106  Containerizing R and Serving APIs

The API chapter (Chapter 107) shows how to wrap a fitted model behind an HTTP endpoint with plumber. That solves the question of how a model is called. This chapter answers a companion question: how the serving process runs the same way on your laptop, a colleague’s machine, a continuous integration runner, and a production cluster. The answer in current practice is a container: a packaged, isolated, runnable image that carries the R version, the system libraries, the R packages, and your serving code together.

This chapter is about reproducible deployment, not a new estimator. It connects to the API chapter (the thing inside the container is usually a plumber router) and to the chapter on parallel computing (Chapter 95) (the reason you run more than one container).

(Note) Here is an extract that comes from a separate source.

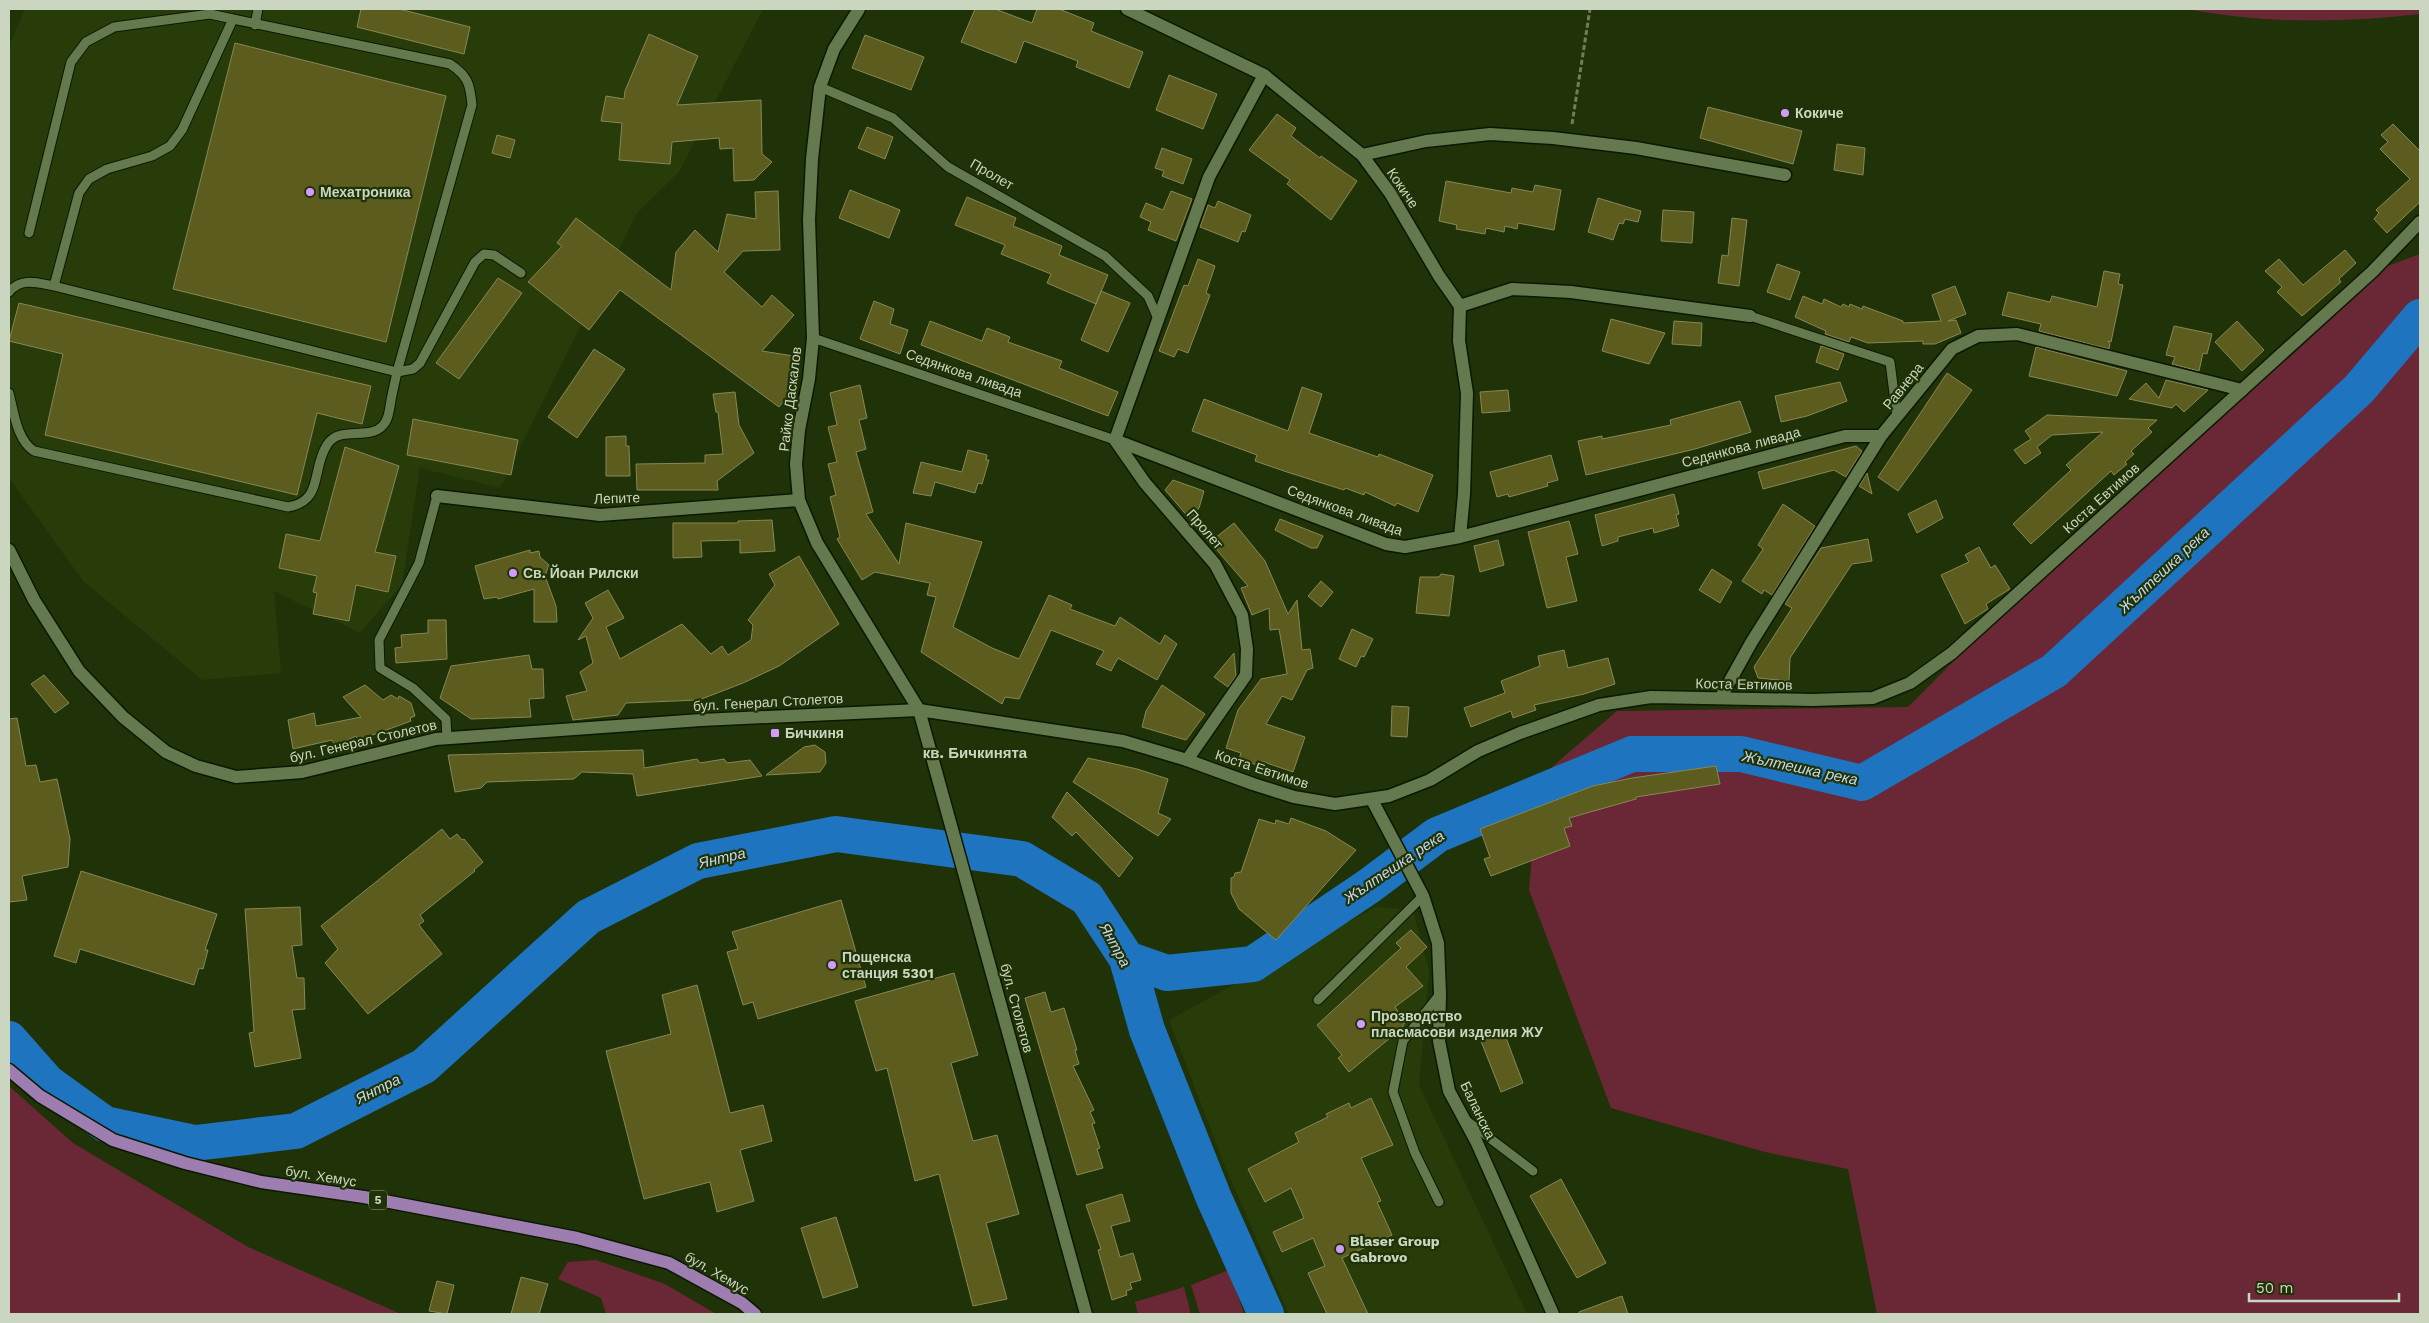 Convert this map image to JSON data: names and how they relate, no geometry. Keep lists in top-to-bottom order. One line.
{"streets":{"main road":["бул. Хемус","5"],"street":["Пролет","Кокиче","Седянкова ливада","Равнера","Райко Даскалов","Лепите","Коста Евтимов","бул. Генерал Столетов","бул. Столетов","Баланска"]},"crossings":[["Пролет","Седянкова ливада"],["Пролет","Райко Даскалов"],["Пролет","Коста Евтимов"],["Седянкова ливада","Равнера"],["Седянкова ливада","Райко Даскалов"],["Равнера","Коста Евтимов"],["Райко Даскалов","Лепите"],["Райко Даскалов","Коста Евтимов"],["Райко Даскалов","бул. Генерал Столетов"],["Райко Даскалов","бул. Столетов"],["Коста Евтимов","бул. Генерал Столетов"],["Коста Евтимов","бул. Столетов"],["Коста Евтимов","Баланска"],["бул. Генерал Столетов","бул. Столетов"]],"districts":["кв. Бичкинята"],"water":["Жълтешка река","Янтра"],"places":{"other":["Кокиче","Мехатроника","Св. Йоан Рилски","Пощенска станция 5301","Прозводство пласмасови изделия ЖУ","Blaser Group Gabrovo"],"transit":["Бичкиня"]},"scale_bar":"50 m"} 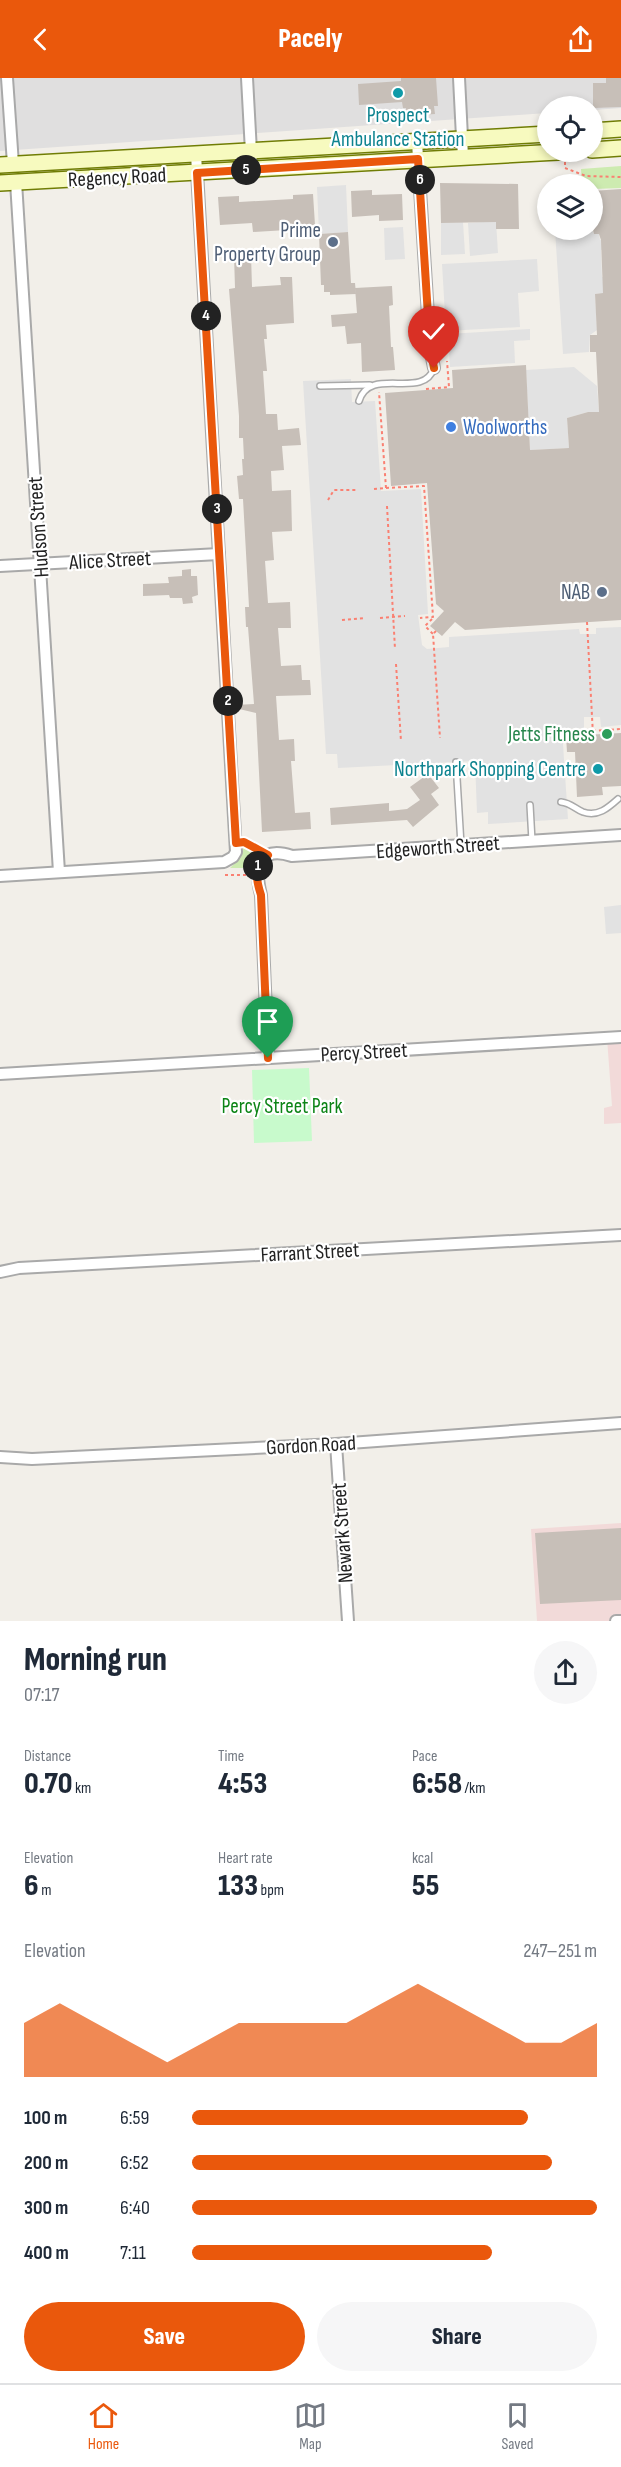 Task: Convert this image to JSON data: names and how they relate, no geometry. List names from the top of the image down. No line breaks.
{"streets":{"main road":["Regency Road"],"street":["Hudson Street","Alice Street","Edgeworth Street","Percy Street","Farrant Street","Gordon Road","Newark Street"]},"crossings":[["Regency Road","Hudson Street"],["Hudson Street","Alice Street"],["Gordon Road","Newark Street"]],"parks":["Percy Street Park"],"places":["Prospect Ambulance Station","Prime Property Group","Woolworths","NAB","Jetts Fitness","Northpark Shopping Centre"],"page":{"header":"Pacely","pins":["5","6","4","3","2","1"],"heading":["Morning run","07:17"],"stats":[["Distance","0.70 km"],["Time","4:53"],["Pace","6:58 /km"],["Elevation","6 m"],["Heart rate","133 bpm"],["kcal","55"]],"chart":["Elevation","247–251 m"],"list":[{"name":"100 m","note":"6:59"},{"name":"200 m","note":"6:52"},{"name":"300 m","note":"6:40"},{"name":"400 m","note":"7:11"}],"buttons":["Save","Share"],"tabs":["Home","Map","Saved"]}} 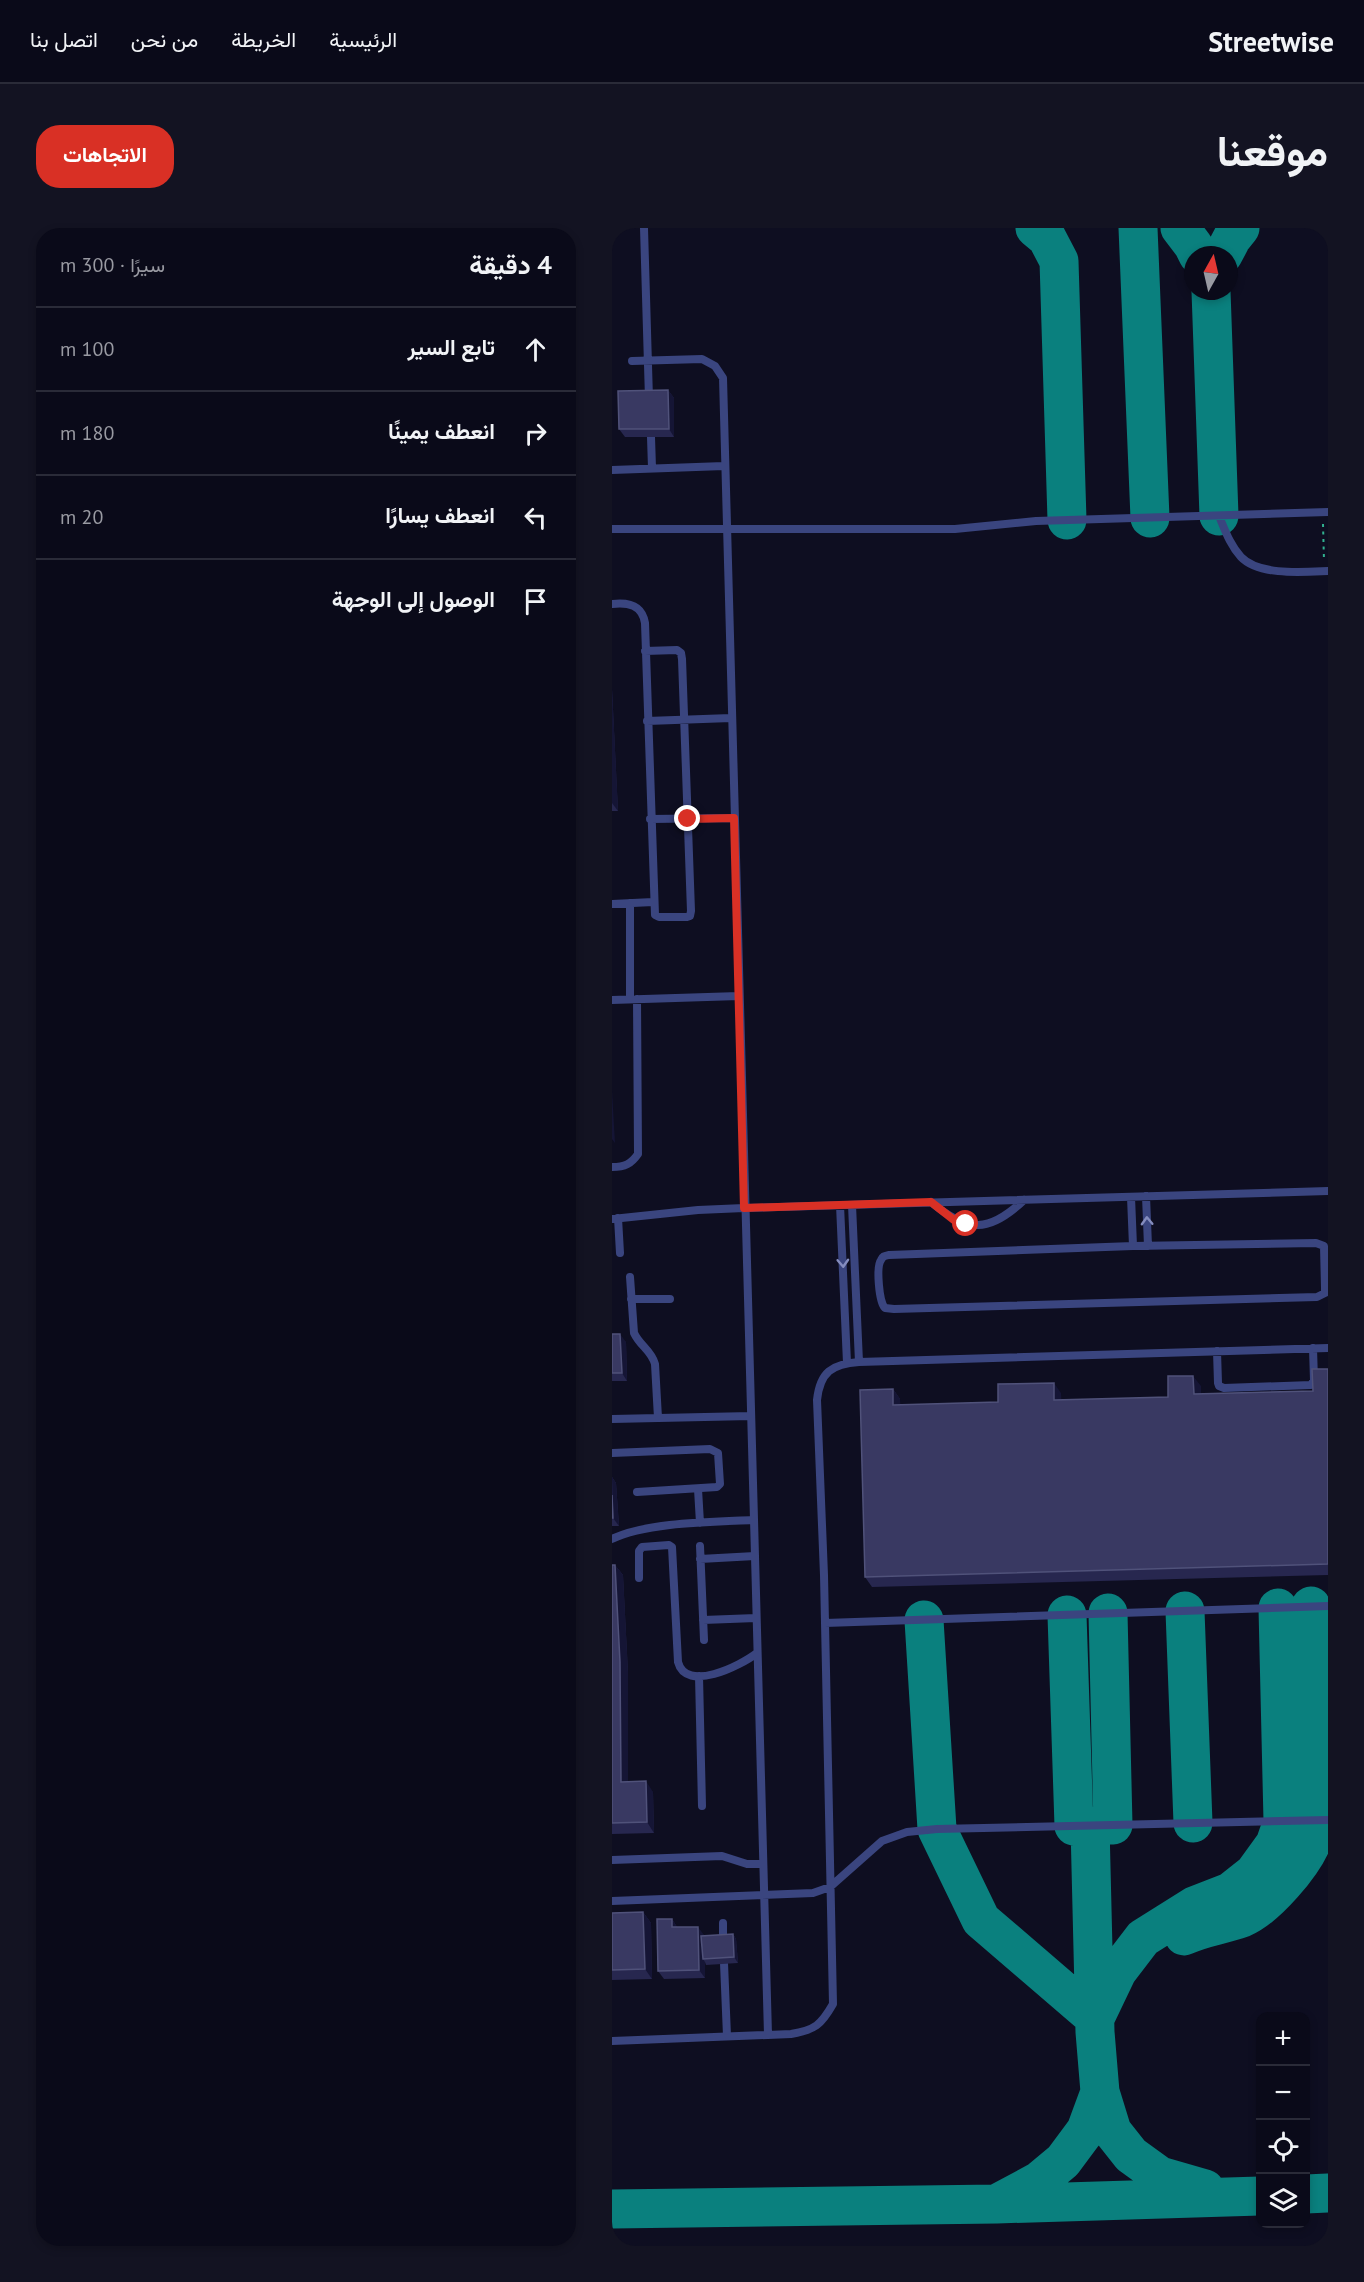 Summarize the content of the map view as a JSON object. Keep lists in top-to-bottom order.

By the end you will be able to read and write a Dockerfile for an R service, pin package versions so a build today and a build next year behave the same, understand the routing object that lives inside the image, and reason about when adding more containers actually buys you more throughput. None of this requires prior Docker experience; the intuition comes first, and the commands follow.

Intuition

A container is a shipping crate for software. You pack the R runtime, the system libraries, the exact package versions, and your serving code once, seal the crate, and from then on every machine that opens it sees an identical interior. The phrase “it works on my machine” stops being a problem because every machine is now, in effect, your machine.

106.1 Where this fits in a modern ML/AI workflow

A predictive system has a lifecycle: explore, train, evaluate, package, deploy, monitor, retrain. The first half lives in an interactive R session. The second half lives in infrastructure that other systems depend on. The handoff between the two is where most failures happen, and almost all of them have the same shape: “it worked on my machine.”

The phrase hides several distinct problems.

  • A different R version evaluates the same code differently (default factor handling, RNG streams, stringsAsFactors).
  • A package was updated between training and serving, and a method signature or default changed.
  • A system library the package links against (BLAS, libxml2, GDAL, a CUDA runtime) is missing or a different version.
  • An environment variable, locale, or file path differs.

A container removes these as variables by shipping all of them inside one artifact. You build an image once (a read-only filesystem snapshot plus metadata about what to run), and every container (a running instance of that image) starts from exactly that snapshot.1 The fitted model, the R runtime, and the plumber code travel together.

Key idea

Each “it worked on my machine” failure is really a hidden dependency that was present on one host and absent on another. Containerization makes every such dependency explicit and ships it along, so there is nothing left to be implicitly different.

The position in the workflow is specific. Containerization happens after you have a serialized model and a serving script, and before the model receives live traffic:

train -> saveRDS(model) -> write plumber.R -> pin package versions -> build image -> run / scale -> monitor

Everything in this chapter assumes the modeling work is done. The job here is to make the result portable and identical across environments.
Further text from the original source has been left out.